Francesco Bagnaia akhirnya membuat keputusan yang berani dengan menggunakan nomor 1 di MotoGP 2023. Padahal nomor tersebut sering membawa sial untuk para sang juara bertahan.

Bagnaia baru saja mengikuti peluncuran motor Descmosedici GP2023, Senin 23/12/2023 malam WIB kemarin. Ada yang terbaru dari Tim Ducati musim ini karena Enea Bastianini kini menjadi rekan setim Bagnaia, karena menggantikan Jack Miller.

Bukan hanya rekan setim, ada juga yang terlihat berbeda pada tampilan motor Bagnaia musim depan, yaitu menggunakan nomor1. Nomor itu memang berhak di pakai oleh juara bertahan MotoGP.

Ini harus menjadi suatu kehormatan dan motivasi bagi semua pesaing untuk memakai nomor ini. Namun, angka tersebut kerap menjadi kutukan di era MotoGP.

Advertisements

Pasalnya, tidak ada pembalap di era MotoGP yang berhasil mempertahankan gelarnya dengan nomor tersebut. Tanyakan saja pada Nicky Hayden (2007), Casey Stoner (2008 dan 2012) dan Jorge Lorenzo (2011).

Valentino Rossi berkembang pesat pada masanya dan juga memilih nomor favoritnya 46, begitu pula Marc Marquez dengan nomor 93. Dua juara dunia sebelum Bagnaia, Joan Mir (93) dan Fabio Quatararo (20), juga tetap memakai nomor yang sama di musim berikutnya.

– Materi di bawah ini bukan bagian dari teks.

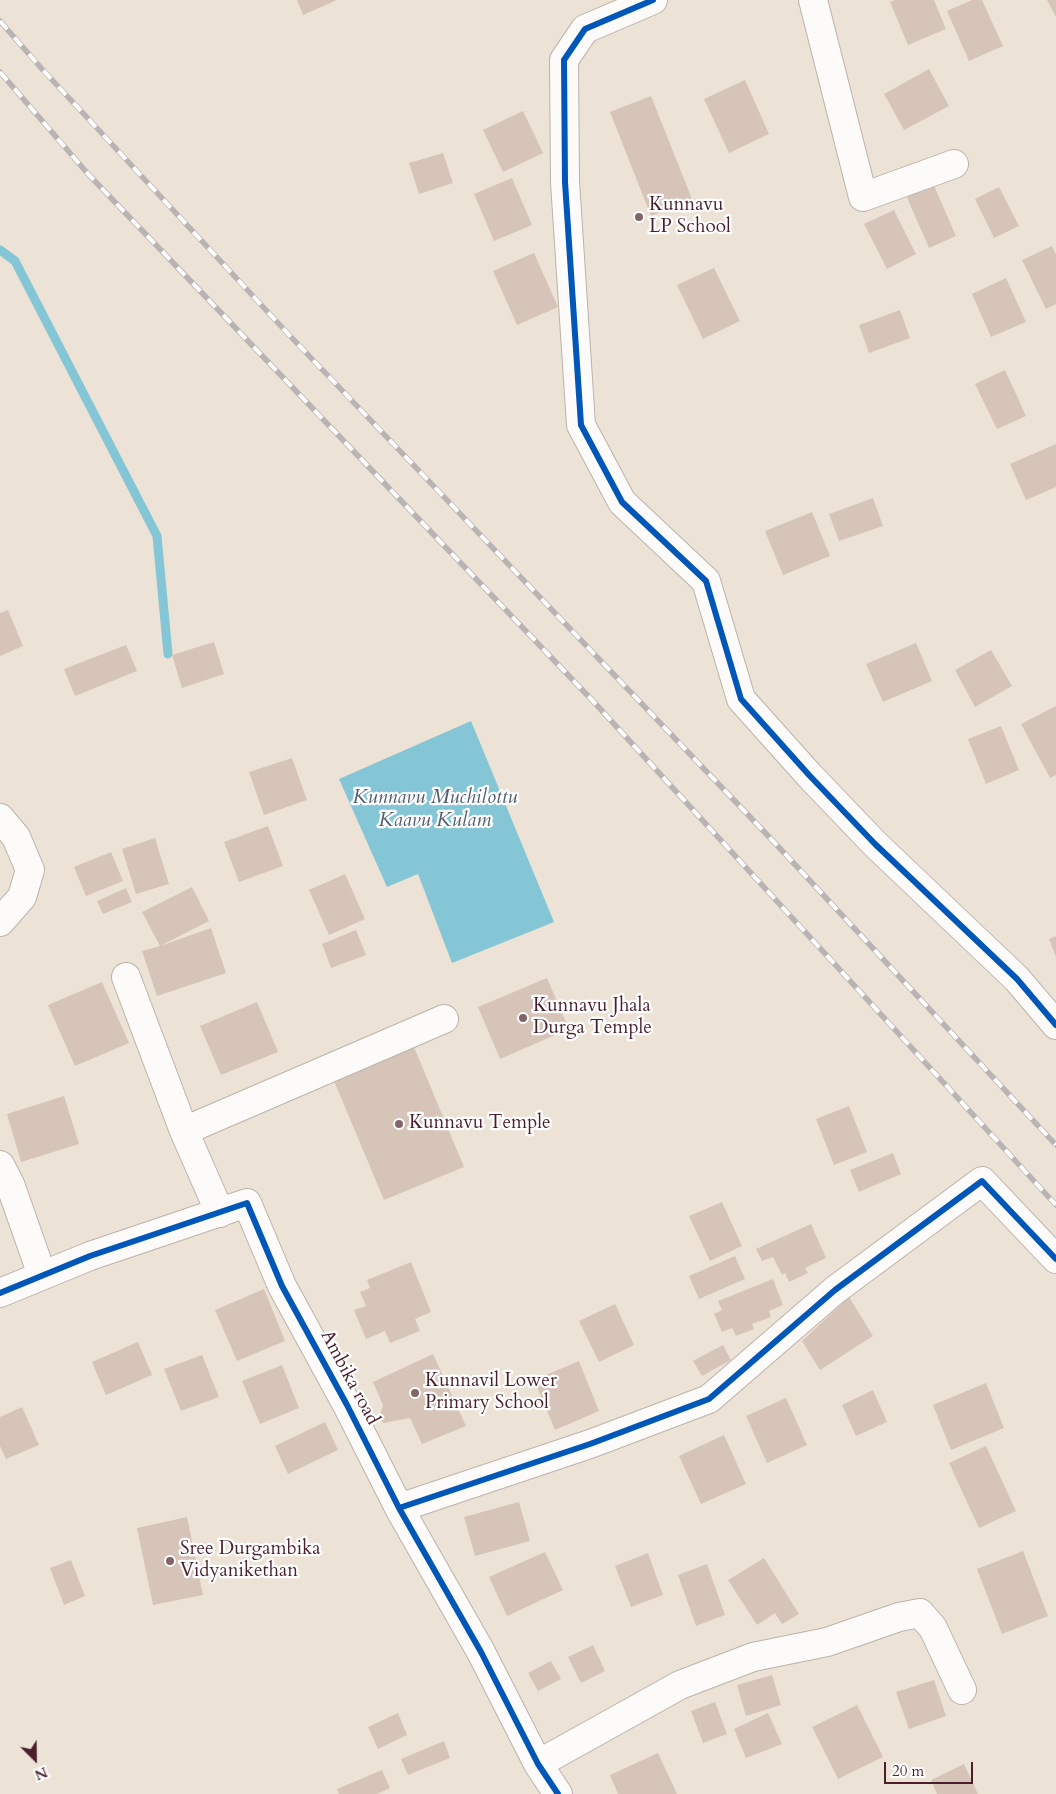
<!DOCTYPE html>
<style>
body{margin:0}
#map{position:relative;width:1056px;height:1794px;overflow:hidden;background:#ece3d6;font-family:Cardo,serif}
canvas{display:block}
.north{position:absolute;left:10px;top:1734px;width:50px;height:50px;-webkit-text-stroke:4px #fff;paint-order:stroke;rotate:157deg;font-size:14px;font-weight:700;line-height:20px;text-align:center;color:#4a1f2b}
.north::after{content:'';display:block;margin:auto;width:18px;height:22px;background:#4a1f2b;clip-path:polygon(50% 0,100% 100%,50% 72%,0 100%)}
.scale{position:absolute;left:884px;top:1762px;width:89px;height:22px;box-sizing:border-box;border:2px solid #4a1f2b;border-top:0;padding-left:6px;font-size:15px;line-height:18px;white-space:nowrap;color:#4a1f2b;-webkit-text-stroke:4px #fff;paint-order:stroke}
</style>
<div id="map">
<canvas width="1056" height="1794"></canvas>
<div class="north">N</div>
<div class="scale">20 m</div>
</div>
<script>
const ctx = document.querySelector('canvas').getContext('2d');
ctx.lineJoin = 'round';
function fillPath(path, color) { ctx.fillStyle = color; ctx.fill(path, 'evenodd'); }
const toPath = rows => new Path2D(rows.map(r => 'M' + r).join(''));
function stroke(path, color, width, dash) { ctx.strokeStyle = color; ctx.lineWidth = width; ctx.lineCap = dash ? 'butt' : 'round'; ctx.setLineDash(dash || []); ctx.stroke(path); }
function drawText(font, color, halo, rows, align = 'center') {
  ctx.font = font + ' Cardo,serif'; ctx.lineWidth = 4.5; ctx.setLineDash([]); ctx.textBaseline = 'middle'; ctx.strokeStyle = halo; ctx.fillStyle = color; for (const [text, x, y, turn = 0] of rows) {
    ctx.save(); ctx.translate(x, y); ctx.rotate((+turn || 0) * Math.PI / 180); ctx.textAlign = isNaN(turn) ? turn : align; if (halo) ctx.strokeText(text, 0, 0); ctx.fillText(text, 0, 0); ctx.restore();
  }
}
const water = toPath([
 [471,721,554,922,452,963,418,874,387,887,339,779]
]);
const stream = toPath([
 [0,250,15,261,157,536,168,654]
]);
const building = toPath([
 [297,0,337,0,303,15],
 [894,0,934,0,946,29,908,45,890,2],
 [972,0,982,0,1003,46,969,61,947,11],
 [1047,0,1056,0,1056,17],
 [929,69,949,106,904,130,884,94],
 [745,80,769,134,729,153,704,99],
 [651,96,692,199,651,216,610,112],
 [523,111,543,153,503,172,483,130],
 [443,153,453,183,419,194,409,163],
 [512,178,532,225,494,241,474,194],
 [932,181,956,236,929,248,905,193],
 [999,187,1019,226,994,238,975,199],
 [894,210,916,254,887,269,864,224],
 [1052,246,1056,254,1056,304,1046,309,1022,260],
 [534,253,558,307,517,325,493,271],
 [714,268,740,321,703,339,677,285],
 [1006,278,1026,322,991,337,972,294],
 [900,310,910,338,869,353,859,325],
 [1005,370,1026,416,997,429,975,384],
 [1056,444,1056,487,1026,500,1010,464],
 [873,498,883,526,839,541,829,514],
 [812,512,830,556,783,575,765,531],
 [8,610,23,646,0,656,0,613],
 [214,642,224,674,182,688,172,655],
 [916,643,932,681,883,702,866,664],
 [126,645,137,671,75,696,64,669],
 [991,650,1012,686,975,707,955,670],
 [1056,706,1056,775,1050,778,1021,724],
 [1001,726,1019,770,986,784,968,739],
 [292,758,307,800,264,815,249,772],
 [268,826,283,866,239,882,224,842],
 [155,838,169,884,136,894,122,849],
 [111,852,123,881,86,896,74,867],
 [345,874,365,919,329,935,309,890],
 [192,887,209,921,160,946,211,928,226,973,157,996,142,951,160,946,142,912],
 [126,888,132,902,103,914,97,901],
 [356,930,366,955,331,968,322,944],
 [1056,936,1056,957,1049,939],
 [547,978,569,1029,500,1059,478,1007],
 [102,982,129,1043,75,1066,48,1005],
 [257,1002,278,1052,221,1075,200,1026],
 [414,1047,464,1167,384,1200,334,1081],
 [64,1096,79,1144,21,1162,7,1114],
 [849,1106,867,1152,834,1165,816,1119],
 [893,1153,901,1174,859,1192,850,1170],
 [722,1202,742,1246,710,1261,689,1216],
 [811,1224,826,1258,805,1268,808,1273,789,1282,785,1273,782,1275,773,1257,762,1261,756,1249],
 [735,1256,745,1279,699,1299,689,1276],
 [411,1262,431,1312,415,1319,420,1331,390,1343,385,1331,366,1339,354,1310,366,1306,360,1292,370,1288,367,1280],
 [773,1279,783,1305,769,1311,771,1317,752,1324,754,1329,736,1336,732,1328,722,1332,714,1314,722,1310,718,1301],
 [264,1289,285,1341,237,1361,215,1310],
 [849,1297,873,1336,820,1370,802,1341],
 [615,1304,634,1345,599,1362,579,1321],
 [138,1342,152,1375,106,1395,92,1362],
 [723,1345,731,1360,702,1376,693,1361],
 [433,1354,466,1426,422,1444,410,1418,384,1423,379,1419,383,1405,373,1382],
 [202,1355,219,1397,181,1411,164,1369],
 [579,1361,599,1411,555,1430,534,1380],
 [282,1365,299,1408,260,1424,242,1381],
 [986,1383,1004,1428,951,1450,933,1405],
 [873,1390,887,1422,856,1436,842,1405],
 [786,1398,807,1445,767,1463,746,1416],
 [22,1407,39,1445,6,1459,0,1446,0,1417],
 [325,1422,338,1450,288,1474,275,1446],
 [724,1435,746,1484,701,1504,679,1456],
 [986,1446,1016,1511,979,1528,949,1463],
 [519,1502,530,1541,475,1556,464,1517],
 [187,1517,203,1595,153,1605,137,1528],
 [1023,1551,1048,1616,1002,1634,977,1569],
 [545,1552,563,1590,507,1616,489,1577],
 [648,1553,663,1595,631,1607,615,1566],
 [764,1558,799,1614,782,1624,775,1613,757,1625,728,1580],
 [71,1560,85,1596,64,1605,50,1568],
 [707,1564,725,1615,696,1626,678,1575],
 [593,1645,605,1671,581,1683,568,1657],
 [551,1661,561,1679,538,1691,528,1673],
 [772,1675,781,1705,746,1716,737,1685],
 [934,1680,946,1716,909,1729,896,1692],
 [715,1702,727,1734,703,1743,691,1711],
 [857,1705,883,1757,838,1779,812,1727],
 [398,1713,407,1735,378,1749,368,1727],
 [768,1713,782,1744,746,1758,734,1729],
 [444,1741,450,1758,408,1775,401,1759],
 [658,1753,677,1794,618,1794,610,1775],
 [964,1764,978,1794,937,1794,931,1780],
 [382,1770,390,1788,377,1794,339,1794,337,1789]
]);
const minor = toPath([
 [653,0,585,29,564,60,565,182,581,425,622,502,706,581,741,699,809,775,875,844,1017,979,1056,1025],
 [813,0,863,197,954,164],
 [0,818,16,837,30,870,22,897,0,922],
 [126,977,184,1131],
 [0,1165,10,1184,42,1275],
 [220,1213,184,1131,444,1019],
 [0,1293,90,1256,247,1203,282,1286,347,1405,399,1508,481,1652,538,1764,558,1794],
 [399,1508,590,1444,709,1399,835,1290,982,1181,1056,1259],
 [538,1764,680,1685,753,1657,827,1642,899,1617,920,1613,933,1628,962,1690]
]);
const rail = toPath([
 [0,21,42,69,292,338,774,842,1056,1145],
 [0,72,89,175,592,700,1056,1205]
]);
const cycleway = toPath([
 [653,0,585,29,564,60,565,182,581,425,622,502,706,581,741,699,809,775,875,844,1017,979,1056,1025],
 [0,1293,90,1256,247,1203,282,1286,347,1405,399,1508,481,1652,538,1764,558,1794],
 [399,1508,590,1444,709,1399,835,1290,982,1181,1056,1259]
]);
const markers = [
 [639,217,5,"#836467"],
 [523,1018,5,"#836467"],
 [399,1124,5,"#836467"],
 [415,1393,5,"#836467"],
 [170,1561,5,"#836467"]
];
const poiNames = [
 ["Kunnavu",649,206],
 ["LP School",649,228],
 ["Kunnavu Jhala",533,1007],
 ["Durga Temple",533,1029],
 ["Kunnavu Temple",409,1124],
 ["Kunnavil Lower",425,1382],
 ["Primary School",425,1404],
 ["Sree Durgambika",180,1550],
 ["Vidyanikethan",180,1572]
];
const streetNames = [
 ["Ambika road",349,1378,62]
];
const waterNames = [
 ["Kunnavu Muchilottu",435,798],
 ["Kaavu Kulam",435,821]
];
fillPath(water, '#84c6d6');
stroke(stream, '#84c6d6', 9);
fillPath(building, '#d7c4b8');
stroke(minor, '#bcb2ab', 30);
stroke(minor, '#fcfbf9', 28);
stroke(rail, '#bab3b3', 5.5);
stroke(rail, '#fff', 4, [11]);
stroke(cycleway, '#0057b8', 6);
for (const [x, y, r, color] of markers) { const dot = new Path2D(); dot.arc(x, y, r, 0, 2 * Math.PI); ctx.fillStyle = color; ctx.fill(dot); stroke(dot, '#fff', 2); }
drawText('19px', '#4a1f2b', '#fff', poiNames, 'left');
drawText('19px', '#4a1f2b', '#fff', streetNames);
drawText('italic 20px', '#505d6f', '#fff', waterNames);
</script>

Terakhir kali seorang pesaing berhasil mempertahankan gelar juara dunia nomor 1 adalah pada musim terakhirnya pada tahun 1998 untuk Mick Doohan, kemudian di kelas 500cc.

Ini tantangan besar bagi Bagnaia dan Ducati untuk membuktikan bahwa nomor 1 bukanlah kutukan. Apalagi di era MotoGP, hanya Rossi dan Marc Marquez yang berhasil mempertahankan gelar juara dunianya.

“Menurut statistik, ini adalah tantangan yang sangat berat,” ujar General Manager Ducati Gigi Dall’Igna seperti dikutip Crash.

“Memang hanya ada beberapa pebalap yang bisa mempertahankan gelar juaranya. Jadi tantangannya lebih rumit, tapi kami suka tantangan dan ingin coba mencapainya.”

“Kami memang juara bertahan, tapi selalu rendah hati dan tidak jemawa, karena itu penting dalam olahraga serta kehidupan.”